Lábil y etérea
Lábil y etérea
De ese forcejeo con el olvido.
El final de Viajes con Heródoto es lo que más me ha gustado. El polaco, ebrio de Mediterráneo, de África, de sol, de mar y de pescado, reflexiona sobre el talante del griego, sobre cómo sería, qué querría, cuánto aguantaría en casa —si es que tenía una casa— antes de que el cuerpo ya no pudiera más y los pies comenzaran a moverse solos para llevarlo lejos. Lejos, a ver.
Emilio Lledó, el filósofo, explicaba hace unos años que la etimología de la palabra idea tiene que ver con imagen, con mirar, porque así empezó y así empieza el pensamiento: mirando afuera. Heródoto se va, viaja para ver y pensar. Y después, porque sabe que, si no anota lo que conoce y lo que ha experimentado, si no anota su vida, todo desaparecerá sin dejar rastro, decide escribirlo. Como sabe —y, cuanto mayor se hace, más dolorosamente consciente de ello es— que la memoria es lábil y etérea, lo escribe.
Y ahora nosotros, gracias a eso, podemos espantar los mosquitos en una terraza de Dar Es-Salam, o contemplar el Atlántico desde la isla de Gorée, rodeados del ominoso recuerdo de los millones de almas que salieron de allí encadenadas.

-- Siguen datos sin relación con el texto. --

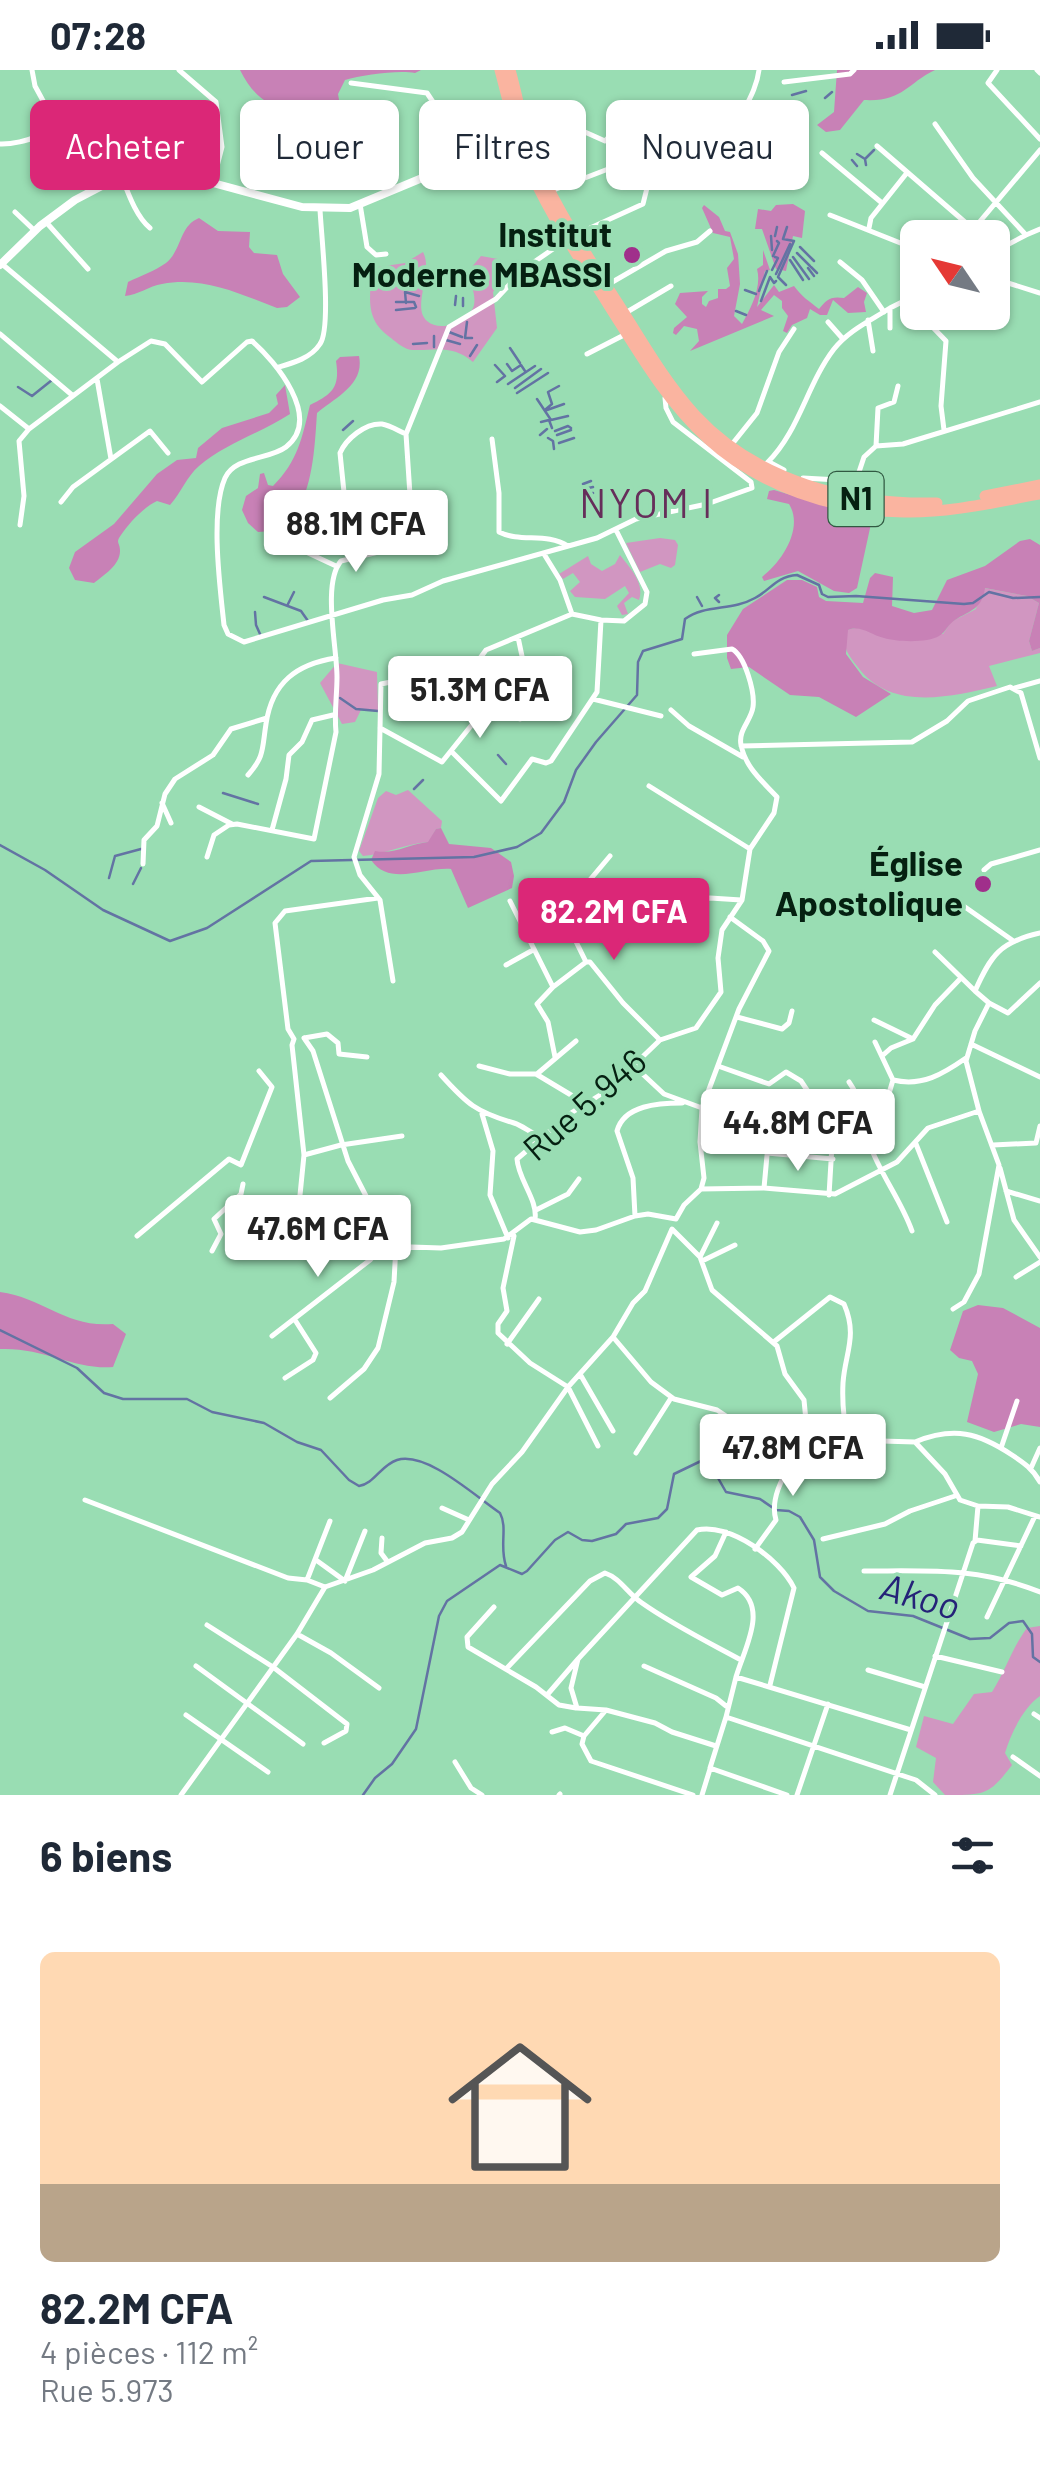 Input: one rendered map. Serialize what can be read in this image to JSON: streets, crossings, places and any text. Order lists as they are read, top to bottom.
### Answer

Y lo hacemos desde nuestra cama, aunque a Akira Kurosawa no le parezca buen sitio para leer. Y apagamos la luz y durante unos minutos seguimos bajando por las luminosas calles de Argel hasta el puerto, o temblamos viendo a los ejércitos griego y persa enfrentados en Platea, tanteándose durante dos días, aguardando a que los vaticinios de sus adivinos les fueran favorables; libres, indisciplinados y desconfiados unos, esclavos los otros.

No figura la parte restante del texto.